## Task item:
Every line containing the word "selected" must be pulled from the records.

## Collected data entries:
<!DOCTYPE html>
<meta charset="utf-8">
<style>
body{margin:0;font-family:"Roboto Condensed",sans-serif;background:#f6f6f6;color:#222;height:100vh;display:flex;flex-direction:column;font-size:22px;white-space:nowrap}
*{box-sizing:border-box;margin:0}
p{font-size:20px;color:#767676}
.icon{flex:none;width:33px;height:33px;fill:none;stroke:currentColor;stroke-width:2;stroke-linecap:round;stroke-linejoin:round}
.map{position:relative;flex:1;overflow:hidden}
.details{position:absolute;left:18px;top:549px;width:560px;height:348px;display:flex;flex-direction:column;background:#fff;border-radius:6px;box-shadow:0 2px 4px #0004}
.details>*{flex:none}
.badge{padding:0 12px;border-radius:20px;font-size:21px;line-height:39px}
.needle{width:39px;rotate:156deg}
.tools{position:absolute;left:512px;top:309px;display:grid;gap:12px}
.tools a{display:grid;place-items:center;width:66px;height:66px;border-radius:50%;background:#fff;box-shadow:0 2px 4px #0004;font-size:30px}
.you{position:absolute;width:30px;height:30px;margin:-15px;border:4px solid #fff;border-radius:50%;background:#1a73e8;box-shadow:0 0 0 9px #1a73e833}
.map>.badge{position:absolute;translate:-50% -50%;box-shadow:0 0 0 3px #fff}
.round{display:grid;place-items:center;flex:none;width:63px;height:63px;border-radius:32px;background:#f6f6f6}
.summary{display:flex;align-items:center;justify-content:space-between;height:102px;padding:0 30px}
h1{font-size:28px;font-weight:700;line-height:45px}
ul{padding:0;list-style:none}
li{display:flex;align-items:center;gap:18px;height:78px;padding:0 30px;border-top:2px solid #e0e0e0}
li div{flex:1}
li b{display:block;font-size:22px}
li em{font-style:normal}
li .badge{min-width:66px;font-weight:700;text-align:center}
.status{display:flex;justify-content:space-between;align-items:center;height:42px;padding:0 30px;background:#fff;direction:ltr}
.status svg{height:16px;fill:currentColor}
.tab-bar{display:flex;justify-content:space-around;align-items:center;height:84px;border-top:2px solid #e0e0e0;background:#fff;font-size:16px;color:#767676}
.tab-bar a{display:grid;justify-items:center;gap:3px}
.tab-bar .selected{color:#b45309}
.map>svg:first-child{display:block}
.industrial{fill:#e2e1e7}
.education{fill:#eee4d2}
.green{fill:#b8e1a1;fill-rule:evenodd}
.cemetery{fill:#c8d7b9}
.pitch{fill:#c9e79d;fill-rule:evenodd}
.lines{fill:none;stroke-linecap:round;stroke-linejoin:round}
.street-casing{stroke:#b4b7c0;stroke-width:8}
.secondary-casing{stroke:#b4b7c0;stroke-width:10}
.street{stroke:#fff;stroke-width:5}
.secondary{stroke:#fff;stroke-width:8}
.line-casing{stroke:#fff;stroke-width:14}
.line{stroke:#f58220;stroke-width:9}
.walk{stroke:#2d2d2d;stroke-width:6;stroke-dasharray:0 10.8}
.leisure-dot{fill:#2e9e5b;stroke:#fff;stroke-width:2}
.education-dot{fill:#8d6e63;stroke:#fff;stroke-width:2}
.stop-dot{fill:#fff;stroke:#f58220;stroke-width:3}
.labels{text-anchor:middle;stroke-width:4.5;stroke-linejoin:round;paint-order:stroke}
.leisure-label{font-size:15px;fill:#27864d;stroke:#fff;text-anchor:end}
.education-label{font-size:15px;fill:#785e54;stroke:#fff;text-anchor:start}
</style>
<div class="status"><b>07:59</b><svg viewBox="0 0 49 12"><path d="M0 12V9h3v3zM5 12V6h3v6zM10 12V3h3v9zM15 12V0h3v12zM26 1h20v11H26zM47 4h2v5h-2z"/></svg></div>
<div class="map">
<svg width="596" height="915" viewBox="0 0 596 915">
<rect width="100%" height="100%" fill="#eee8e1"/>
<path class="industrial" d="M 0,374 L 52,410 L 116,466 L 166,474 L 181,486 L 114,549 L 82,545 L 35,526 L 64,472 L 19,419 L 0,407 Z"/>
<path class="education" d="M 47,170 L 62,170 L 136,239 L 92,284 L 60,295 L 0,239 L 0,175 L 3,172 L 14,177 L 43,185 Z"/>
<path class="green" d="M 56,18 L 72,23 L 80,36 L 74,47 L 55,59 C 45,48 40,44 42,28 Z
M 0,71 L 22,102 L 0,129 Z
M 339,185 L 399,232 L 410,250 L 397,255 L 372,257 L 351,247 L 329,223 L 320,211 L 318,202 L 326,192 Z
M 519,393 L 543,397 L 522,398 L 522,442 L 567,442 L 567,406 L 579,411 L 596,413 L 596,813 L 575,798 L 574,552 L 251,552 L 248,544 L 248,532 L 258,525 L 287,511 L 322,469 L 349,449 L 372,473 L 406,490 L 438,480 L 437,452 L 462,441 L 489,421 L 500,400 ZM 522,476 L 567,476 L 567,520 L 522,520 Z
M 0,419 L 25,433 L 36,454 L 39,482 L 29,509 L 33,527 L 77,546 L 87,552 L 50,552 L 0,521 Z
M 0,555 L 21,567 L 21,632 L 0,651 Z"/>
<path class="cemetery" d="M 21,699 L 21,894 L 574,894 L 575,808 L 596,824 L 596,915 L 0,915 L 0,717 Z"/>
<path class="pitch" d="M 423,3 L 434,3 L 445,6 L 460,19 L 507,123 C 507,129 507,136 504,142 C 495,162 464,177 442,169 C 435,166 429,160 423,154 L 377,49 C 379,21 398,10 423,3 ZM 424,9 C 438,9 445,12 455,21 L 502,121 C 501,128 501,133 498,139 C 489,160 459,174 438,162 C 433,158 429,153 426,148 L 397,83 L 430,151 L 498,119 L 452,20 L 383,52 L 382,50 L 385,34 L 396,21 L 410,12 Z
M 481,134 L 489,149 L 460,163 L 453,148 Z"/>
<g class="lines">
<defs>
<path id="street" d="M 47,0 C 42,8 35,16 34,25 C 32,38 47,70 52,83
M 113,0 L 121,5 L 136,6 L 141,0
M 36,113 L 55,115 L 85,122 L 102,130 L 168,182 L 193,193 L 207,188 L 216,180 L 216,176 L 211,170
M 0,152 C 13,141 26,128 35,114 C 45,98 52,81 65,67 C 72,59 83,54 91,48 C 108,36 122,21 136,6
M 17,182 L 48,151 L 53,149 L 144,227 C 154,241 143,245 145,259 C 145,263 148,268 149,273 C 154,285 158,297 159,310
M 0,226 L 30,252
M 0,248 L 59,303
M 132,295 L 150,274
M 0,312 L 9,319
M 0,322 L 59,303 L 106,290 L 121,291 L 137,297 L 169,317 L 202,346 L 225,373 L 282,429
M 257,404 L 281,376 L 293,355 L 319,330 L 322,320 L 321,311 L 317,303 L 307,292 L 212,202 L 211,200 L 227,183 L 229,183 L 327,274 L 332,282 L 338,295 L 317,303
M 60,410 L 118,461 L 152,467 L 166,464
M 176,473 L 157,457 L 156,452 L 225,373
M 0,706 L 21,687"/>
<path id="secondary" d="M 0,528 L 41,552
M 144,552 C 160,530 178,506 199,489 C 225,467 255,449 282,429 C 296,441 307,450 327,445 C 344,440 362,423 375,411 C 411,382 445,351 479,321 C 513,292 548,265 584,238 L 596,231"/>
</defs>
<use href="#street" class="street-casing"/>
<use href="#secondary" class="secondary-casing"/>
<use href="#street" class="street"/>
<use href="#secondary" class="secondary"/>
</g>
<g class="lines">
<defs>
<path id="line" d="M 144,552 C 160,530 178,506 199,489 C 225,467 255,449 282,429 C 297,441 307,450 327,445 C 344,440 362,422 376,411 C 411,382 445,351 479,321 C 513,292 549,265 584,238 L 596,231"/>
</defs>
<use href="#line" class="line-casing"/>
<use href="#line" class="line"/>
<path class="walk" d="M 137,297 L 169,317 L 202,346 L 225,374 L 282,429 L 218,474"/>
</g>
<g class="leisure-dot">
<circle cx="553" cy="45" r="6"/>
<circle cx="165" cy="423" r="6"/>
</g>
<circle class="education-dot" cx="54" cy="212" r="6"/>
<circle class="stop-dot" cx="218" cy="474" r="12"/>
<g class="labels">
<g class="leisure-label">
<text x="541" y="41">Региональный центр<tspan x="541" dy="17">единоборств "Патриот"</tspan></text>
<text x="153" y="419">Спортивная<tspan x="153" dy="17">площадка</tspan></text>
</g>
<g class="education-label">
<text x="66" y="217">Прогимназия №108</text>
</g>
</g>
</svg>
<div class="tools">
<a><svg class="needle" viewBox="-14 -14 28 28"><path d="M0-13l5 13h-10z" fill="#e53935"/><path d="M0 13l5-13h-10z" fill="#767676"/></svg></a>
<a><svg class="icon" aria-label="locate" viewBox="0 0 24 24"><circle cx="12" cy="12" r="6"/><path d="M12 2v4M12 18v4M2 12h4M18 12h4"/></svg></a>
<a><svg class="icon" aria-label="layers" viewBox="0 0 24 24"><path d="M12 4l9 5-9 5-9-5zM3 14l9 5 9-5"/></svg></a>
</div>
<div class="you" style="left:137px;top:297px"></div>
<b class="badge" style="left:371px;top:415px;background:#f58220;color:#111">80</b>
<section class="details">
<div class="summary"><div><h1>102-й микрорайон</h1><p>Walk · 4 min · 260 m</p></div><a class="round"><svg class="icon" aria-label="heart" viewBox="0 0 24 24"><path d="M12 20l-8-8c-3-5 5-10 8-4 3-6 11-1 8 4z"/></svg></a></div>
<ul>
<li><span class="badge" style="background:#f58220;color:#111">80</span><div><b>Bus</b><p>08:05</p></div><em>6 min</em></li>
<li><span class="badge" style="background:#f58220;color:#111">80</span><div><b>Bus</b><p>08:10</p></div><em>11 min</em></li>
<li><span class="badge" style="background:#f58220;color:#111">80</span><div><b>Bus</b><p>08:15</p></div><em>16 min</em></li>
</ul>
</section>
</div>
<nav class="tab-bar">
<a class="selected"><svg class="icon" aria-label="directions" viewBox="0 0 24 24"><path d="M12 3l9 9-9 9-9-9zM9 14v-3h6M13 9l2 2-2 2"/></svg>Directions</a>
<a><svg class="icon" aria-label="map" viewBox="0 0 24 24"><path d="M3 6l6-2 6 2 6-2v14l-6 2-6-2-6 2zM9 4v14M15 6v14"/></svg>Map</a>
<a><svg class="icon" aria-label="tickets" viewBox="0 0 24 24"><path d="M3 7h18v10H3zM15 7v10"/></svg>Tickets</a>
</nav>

## Task result:
.tab-bar .selected{color:#b45309}
<a class="selected"><svg class="icon" aria-label="directions" viewBox="0 0 24 24"><path d="M12 3l9 9-9 9-9-9zM9 14v-3h6M13 9l2 2-2 2"/></svg>Directions</a>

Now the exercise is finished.